Inflation, which NIESR forecasts to average 7.8% this year after peaking at 8.5% in the autumn – lower than the Bank of England’s 10% estimate – will fall next year, but the government’s reliance on loans to support poor families, which must be repaid over subsequent years, will mean poverty levels remain elevated.

NIESR said the main subsidy for fuel – a 5p cut in fuel duty – was badly targeted and would mainly benefit better-off drivers with the largest, fuel-hungry vehicles.

Explaining its outlook for the economy over the next three years – with lower growth and rising unemployment leading to a recession in the second half of 2022 – NIESR boss Jagjit Chadha said the government’s policies could be directly blamed for harming the real incomes of UK households.

“It is quite clear that fiscal policy could be used to smooth the income shock,” he said.

“Time and again we have been told that there is little room for manoeuvre when the weather turns unpleasant,” he said, when the government “had a £20bn borrowing capacity under its own fiscal rules that could be used to support poorer families”.

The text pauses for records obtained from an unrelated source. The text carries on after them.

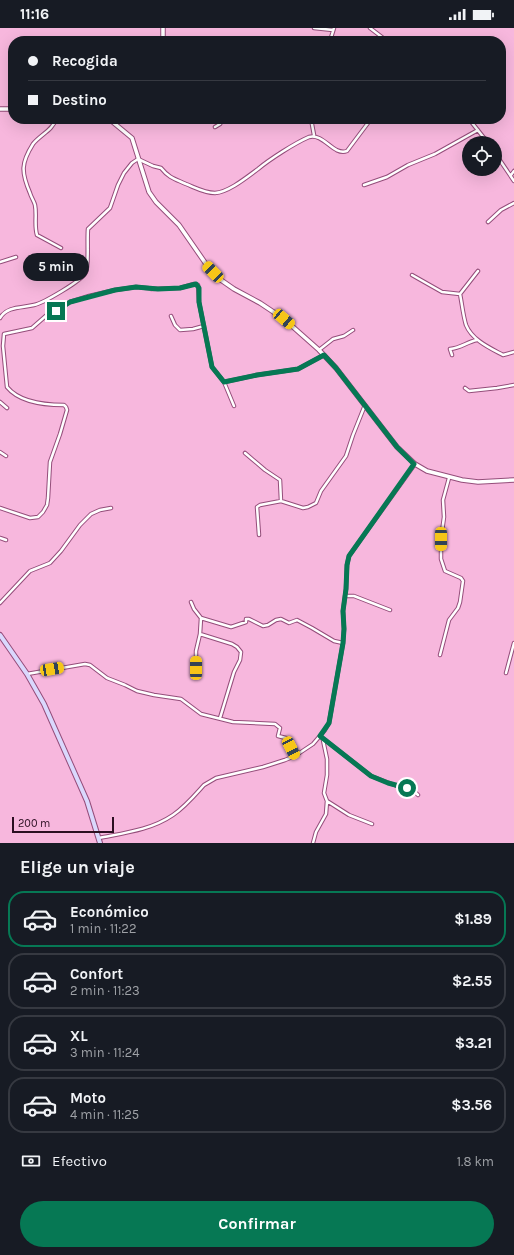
<!DOCTYPE html>
<html lang="es">
<head>
<meta charset="utf-8">
<style>
  :root { --surface:#171b24; --page:#242831; --text:#f1f3f6; --muted:#9ea1a6; --line:#363941; --accent:#067854 }
  body { margin:0; font-family:Karla,sans-serif; background:var(--page); color:var(--text); height:100vh; display:flex; flex-direction:column; font-size:15px; white-space:nowrap }
  * { box-sizing:border-box; margin:0 }
  p { font-size:13px; color:var(--muted) }
  .icon { flex:none; width:22px; height:22px; fill:none; stroke:currentColor; stroke-width:2; stroke-linecap:round; stroke-linejoin:round }
  .map { position:relative; height:815px; overflow:hidden }
  .sheet { display:flex; flex-direction:column; background:var(--surface); flex:1 }
  .sheet>* { flex:none }
  .guide { position:absolute; left:8px; top:8px; width:498px; height:88px; border-radius:16px; box-shadow:0 4px 16px #0002; display:grid; align-content:center; height:88px; padding:0 20px; background:var(--surface) }
  .tools { position:absolute; left:462px; top:108px; display:grid; gap:8px }
  .tools a { display:grid; place-items:center; width:40px; height:40px; border-radius:50%; background:var(--surface); box-shadow:0 4px 16px #0002; font-size:20px }
  .scale { position:absolute; left:12px; bottom:10px; width:102px; box-sizing:border-box; padding-left:4px; border:2px solid #2b0e21; border-top:0; font-size:11px; line-height:14px; white-space:nowrap; color:#2b0e21; -webkit-text-stroke:3px #f7b7dd; paint-order:stroke }
  .end { position:absolute; width:18px; height:18px; margin:-9px; border:5px solid #067854; background:#fff; box-shadow:0 0 0 2px #fff }
  .from { border-radius:50% }
  .bubble { position:absolute; height:28px; border-radius:14px; background:var(--surface); box-shadow:0 4px 16px #0002; font-size:13px; font-weight:700; line-height:28px; text-align:center }
  .car { position:absolute; width:12px; height:24px; margin:-12px -6px; border-radius:5px; box-shadow:0 0 3px 1px #0007; background:linear-gradient(#f5c518 24%,#345 0 40%,#f5c518 0 76%,#345 0 86%,#f5c518 0) }
  .guide b { display:flex; align-items:center; gap:14px; height:38px; font-size:15px }
  .guide b+b { border-top:1px solid var(--line) }
  .guide i { width:10px; height:10px; background:var(--text) }
  ul { padding:0; list-style:none }
  li { display:flex; align-items:center; gap:12px; height:56px; margin:0 8px 6px; padding:0 12px; border:2px solid var(--line); border-radius:16px }
  li div { flex:1 }
  li b { display:block; font-size:15px }
  li em { font-style:normal; font-weight:700 }
  li.on { border-color:var(--accent) }
  li>.icon { width:36px; height:36px; stroke-width:1.5 }
  h2 { padding:0 20px; font-size:18px; line-height:48px }
  .pay { display:flex; align-items:center; gap:10px; height:44px; padding:0 20px; font-size:15px }
  .pay p { margin-inline-start:auto }
  .primary-button { display:flex; gap:8px; margin-top:auto; padding:8px 20px }
  .primary-button a { flex:1; height:46px; border-radius:24px; background:var(--accent); color:#fff; font-size:16px; font-weight:700; line-height:46px; text-align:center }
  .status { display:flex; justify-content:space-between; align-items:center; height:28px; padding:0 20px; background:var(--surface); direction:ltr }
  .status svg { height:11px; fill:currentColor }
  .map>svg:first-child { display:block }
  .lines { fill:none; stroke-linecap:round; stroke-linejoin:round }
  .minor-casing { stroke:#944d7a; stroke-width:4.5 }
  .tertiary-casing { stroke:#944d7a; stroke-width:5.5 }
  .secondary-casing { stroke:#944d7a; stroke-width:6 }
  .minor { stroke:#fff; stroke-width:2.5 }
  .tertiary { stroke:#fff; stroke-width:3.5 }
  .secondary { stroke:#dad8fd; stroke-width:4 }
  .route { stroke:#067854; stroke-width:5 }
</style>
</head>
<body>
<div class="status"><b>11:16</b><svg viewBox="0 0 49 12"><path d="M0 12V9h3v3zM5 12V6h3v6zM10 12V3h3v9zM15 12V0h3v12zM26 1h20v11H26zM47 4h2v5h-2z"/></svg></div>
<div class="map">
<svg width="514" height="815" viewBox="0 0 514 815">
  <rect width="100%" height="100%" fill="#f7b7dd"/>
  <g class="lines">
    <g class="minor-casing">
      <path id="minor" d="M314,0L333,2
        M370,0L387,13
        M330,13L334,0
        M56,91C53,102 40,107 33,116C21,135 21,144 30,165C31,169 34,173 35,177C37,187 34,197 37,207L61,220
        M311,91L314,107
        M469,91L488,115
        M312,93L318,91
        M215,99L220,96L223,91
        M495,125L514,153
        M511,147L514,143
        M364,157L387,149L408,137L435,126L478,102
        M488,194L501,182L514,175
        M0,234L16,229
        M478,243L460,266C462,276 463,287 466,297C472,312 490,320 503,327L514,324
        M412,247L442,264L460,266
        M151,261L180,260L194,256L198,257L199,274L212,339L224,354L234,378
        M171,288L175,297L180,302L193,301L204,298
        M0,290C7,278 22,280 34,277C43,275 82,253 86,244C89,239 87,211 88,201L110,180L118,157L124,145L132,135L138,131L153,138L161,140C169,150 175,151 186,156C196,160 205,165 215,165C229,164 247,149 258,141C270,131 295,115 309,109C324,105 333,128 347,123L371,91
        M319,322L333,311L344,308L353,302
        M452,327L450,321C461,320 467,314 477,312
        M224,354L257,347L298,341L324,327
        M465,360L469,363L497,360L514,357
        M0,374L7,380
        M0,424L6,428
        M245,425L265,442L280,452L281,473
        M0,480L30,490L38,489L43,484L47,477L48,470L50,434L60,406L67,382L66,379L64,377C45,377 20,375 7,359L3,318L4,306L32,300L48,286L56,283L70,274L89,268L115,262L136,259L157,261
        M259,507L257,479L260,477L281,473L303,480L308,479L316,475L321,463L346,428L353,407L365,377
        M0,510L6,512
        M345,568H354L390,582
        M191,574L194,581L201,590L231,599L246,594V591H249L263,598L268,597L276,592L281,591L289,595L297,592L312,600L334,613L343,615
        M0,575L30,543L50,535L61,523L80,497L91,486L100,482L111,480
        M200,606L232,616L237,619L241,624L240,632L234,644L220,690
        M440,627L449,592L458,580L460,574L463,553L461,550L445,543L441,531V511L444,489L443,472L449,450
        M196,640V623L200,606L201,590
        M506,645L514,615
        M27,646L85,636L90,637L107,650L125,657L137,663L154,667L181,671L201,686L233,694L275,696L280,700L278,708L286,710L295,728
        M320,708L371,748L397,758L413,762L418,767
        M323,712L327,731V747L324,765L327,773L349,787L372,796
        M99,810C124,805 151,802 173,787C185,779 195,767 204,757L216,750L263,739L285,732L295,728L313,716L325,702L329,695L343,615L344,601L343,583L346,561L347,537L349,528L415,436
        M313,815L316,804L326,786L327,773"/>
    </g>
    <g class="tertiary-casing">
      <path id="tertiary" d="M163,13V0
        M0,81H13
        M109,91L132,110L149,164L156,174L179,197L206,236L221,252L234,261L260,275L284,291L319,322L336,340L397,419L415,436L427,443L462,452L478,454L514,452"/>
    </g>
    <g class="secondary-casing">
      <path id="secondary" d="M0,607L27,646L44,676L87,773L100,815"/>
    </g>
    <use href="#minor" class="minor"/>
    <use href="#tertiary" class="tertiary"/>
    <use href="#secondary" class="secondary"/>
  </g>
  <g class="lines">
    <path class="route" d="M56,283L70,274L115,262L136,259L158,261L180,260L196,256L199,260V274L212,339L224,354L257,347L298,341L324,327L336,340L397,419L414,436L349,528L347,537L346,561L343,583L344,601L343,615L329,695L320,708L371,748L388,755L407,760"/>
  </g>
</svg>
<div class="tools">
<a><svg class="icon" aria-label="locate" viewBox="0 0 24 24"><circle cx="12" cy="12" r="6"/><path d="M12 2v4M12 18v4M2 12h4M18 12h4"/></svg></a>
</div>
<div class="scale">200 m</div>
<i class="end from" style="left:407px;top:760px"></i>
<i class="end" style="left:56px;top:283px"></i>
<div class="bubble" style="left:23px;top:225px;width:66px">5 min</div>
<i class="car" style="left:213px;top:244px;rotate:315deg"></i>
<i class="car" style="left:284px;top:291px;rotate:130deg"></i>
<i class="car" style="left:441px;top:511px;rotate:180deg"></i>
<i class="car" style="left:196px;top:640px;rotate:0deg"></i>
<i class="car" style="left:52px;top:641px;rotate:80deg"></i>
<i class="car" style="left:291px;top:720px;rotate:153deg"></i>
<div class="guide">
<b><i class="from"></i>Recogida</b>
<b><i></i>Destino</b>
</div>
</div>
<section class="sheet">
<h2>Elige un viaje</h2>
<ul>
<li class="on"><svg class="icon" aria-label="car" viewBox="0 0 24 24"><path d="M5 17H2v-5l4-1 3-4h7l3 4 3 1v5h-3M9 17h6M6 11h13"/><circle cx="7" cy="17" r="2"/><circle cx="17" cy="17" r="2"/></svg><div><b>Económico</b><p>1 min · 11:22</p></div><em>$1.89</em></li>
<li><svg class="icon" aria-label="car" viewBox="0 0 24 24"><path d="M5 17H2v-5l4-1 3-4h7l3 4 3 1v5h-3M9 17h6M6 11h13"/><circle cx="7" cy="17" r="2"/><circle cx="17" cy="17" r="2"/></svg><div><b>Confort</b><p>2 min · 11:23</p></div><em>$2.55</em></li>
<li><svg class="icon" aria-label="car" viewBox="0 0 24 24"><path d="M5 17H2v-5l4-1 3-4h7l3 4 3 1v5h-3M9 17h6M6 11h13"/><circle cx="7" cy="17" r="2"/><circle cx="17" cy="17" r="2"/></svg><div><b>XL</b><p>3 min · 11:24</p></div><em>$3.21</em></li>
<li><svg class="icon" aria-label="car" viewBox="0 0 24 24"><path d="M5 17H2v-5l4-1 3-4h7l3 4 3 1v5h-3M9 17h6M6 11h13"/><circle cx="7" cy="17" r="2"/><circle cx="17" cy="17" r="2"/></svg><div><b>Moto</b><p>4 min · 11:25</p></div><em>$3.56</em></li>
</ul>
<div class="pay"><svg class="icon" aria-label="cash" viewBox="0 0 24 24"><path d="M3 7h18v10H3z"/><circle cx="12" cy="12" r="2"/></svg>Efectivo<p>1.8 km</p></div>
<div class="primary-button"><a>Confirmar</a></div>
</section>
</body>
</html>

Chadha is a longstanding critic of the government’s austerity measures. He said successive governments since 2008 should have been more ambitious rather than leave much of the job of spurring economic growth to the Bank of England.

Looking forward, he said the government was wrong to accelerate balancing the books when it should be investing to level up the regions and protect the poorest in society.

An increase in universal credit uplift of £25 per week between May and October 2022 would benefit about 5.6m households and cost around £1.35bn. A one-off cash payment worth £250 per household for 2022-23 would cost £2.85bn.

Professor Adrian Pabst, NIESR’s deputy director for public policy, said: “Prices will push up bills, drag down demand and increase income inequalities. The big squeeze on budgets will hit the lower-income households hardest who live in some of the most economically and socially deprived parts of the country.

“To stop an additional 250,000 households from sliding into debt and destitution, the chancellor should instate a £25 per week universal credit uplift for at least 6 months.”